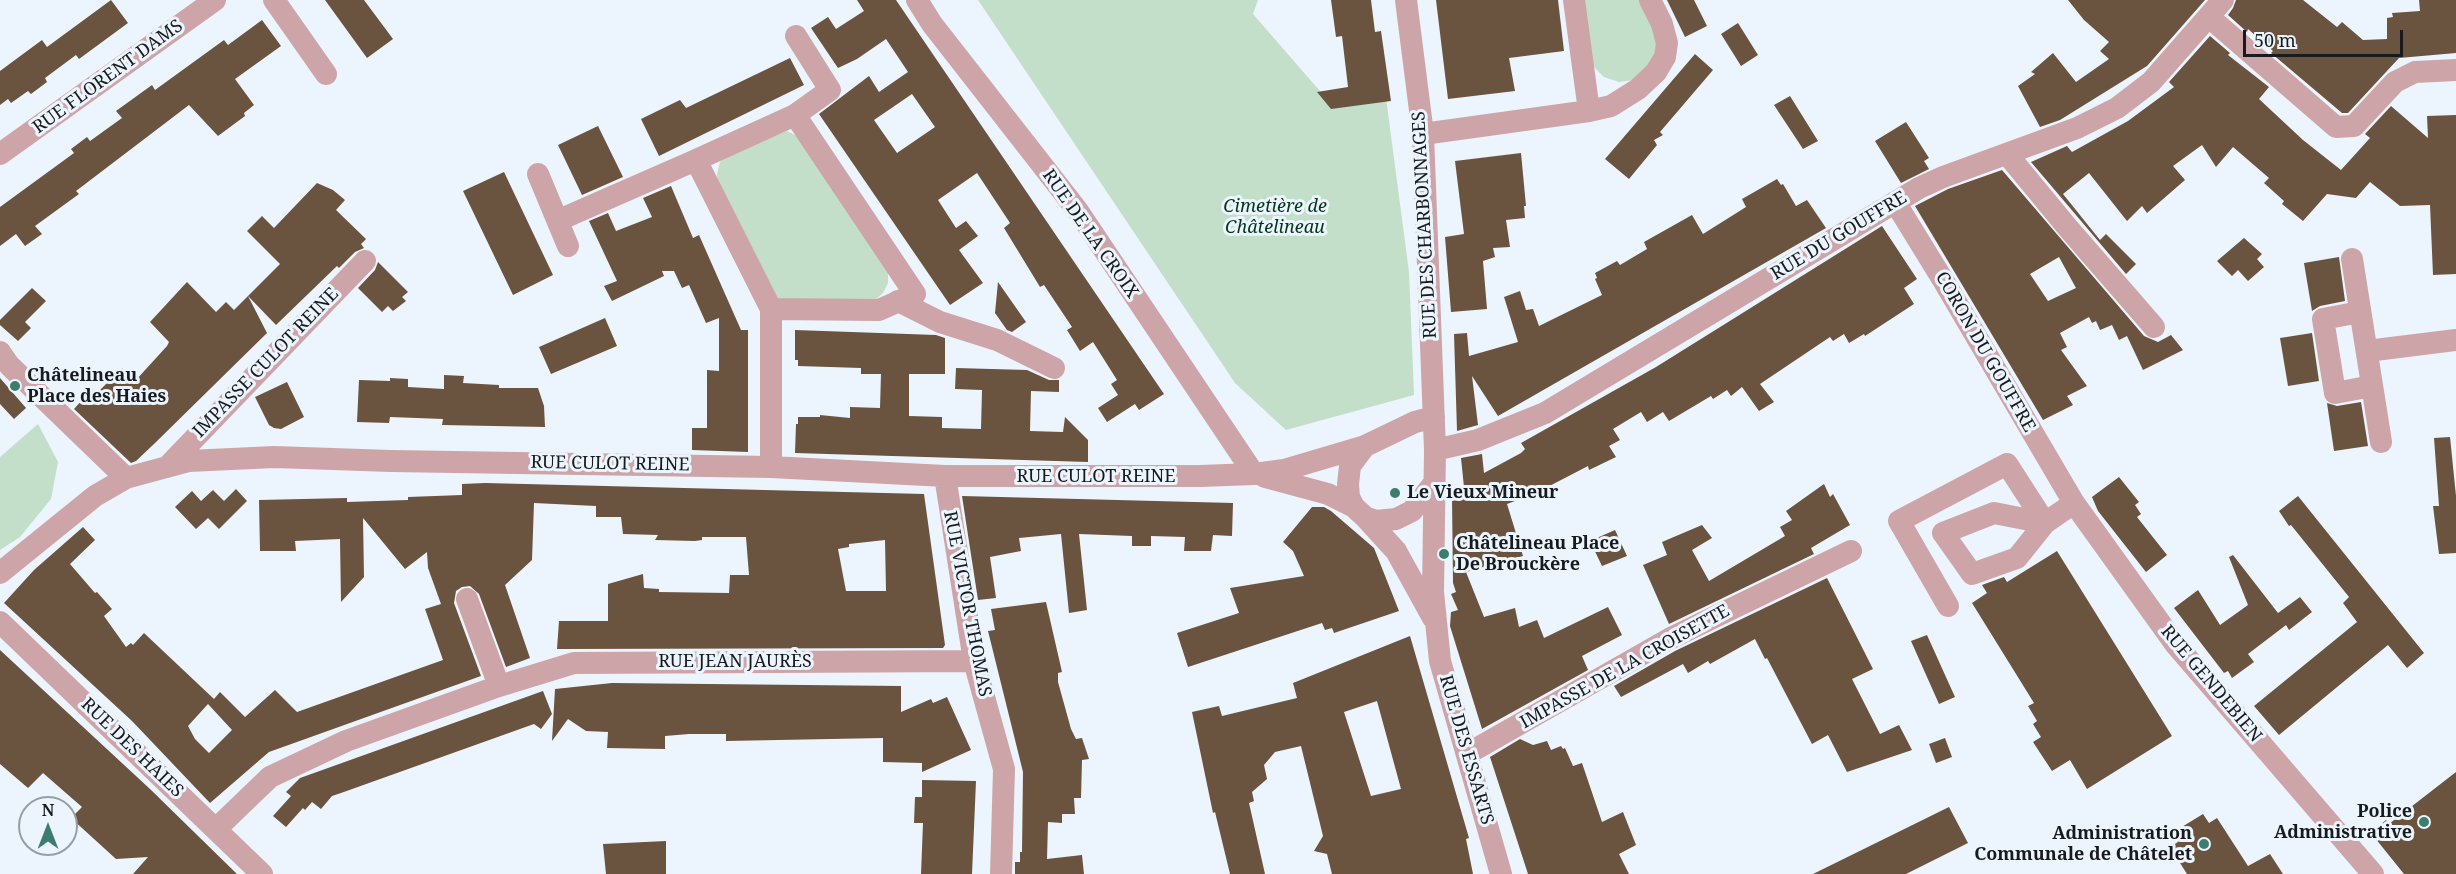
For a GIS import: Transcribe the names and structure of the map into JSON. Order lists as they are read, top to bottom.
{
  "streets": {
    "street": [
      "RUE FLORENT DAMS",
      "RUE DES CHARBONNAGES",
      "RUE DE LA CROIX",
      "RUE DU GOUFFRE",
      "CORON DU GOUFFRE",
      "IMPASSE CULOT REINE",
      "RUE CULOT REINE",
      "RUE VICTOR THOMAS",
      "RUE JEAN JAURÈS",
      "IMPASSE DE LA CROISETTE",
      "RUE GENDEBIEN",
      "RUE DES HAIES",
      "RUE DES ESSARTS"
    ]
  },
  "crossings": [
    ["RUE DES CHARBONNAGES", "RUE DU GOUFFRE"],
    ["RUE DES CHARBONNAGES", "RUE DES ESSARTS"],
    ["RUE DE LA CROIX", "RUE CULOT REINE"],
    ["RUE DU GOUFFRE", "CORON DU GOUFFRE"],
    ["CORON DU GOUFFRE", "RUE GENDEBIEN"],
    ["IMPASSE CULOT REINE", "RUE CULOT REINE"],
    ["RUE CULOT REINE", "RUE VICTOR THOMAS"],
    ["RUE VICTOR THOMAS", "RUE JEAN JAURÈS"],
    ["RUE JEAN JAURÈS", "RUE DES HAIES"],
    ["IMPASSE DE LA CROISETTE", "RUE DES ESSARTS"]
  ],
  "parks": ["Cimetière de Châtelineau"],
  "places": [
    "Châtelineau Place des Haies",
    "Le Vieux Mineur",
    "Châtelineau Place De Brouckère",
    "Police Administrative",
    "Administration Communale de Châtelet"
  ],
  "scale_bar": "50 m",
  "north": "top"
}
-*-
» Required work:
Copy from the entries above each line in which the string "CHARBONNAGES" can be found.

» Problem solution:
      "RUE DES CHARBONNAGES",
    ["RUE DES CHARBONNAGES", "RUE DU GOUFFRE"],
    ["RUE DES CHARBONNAGES", "RUE DES ESSARTS"],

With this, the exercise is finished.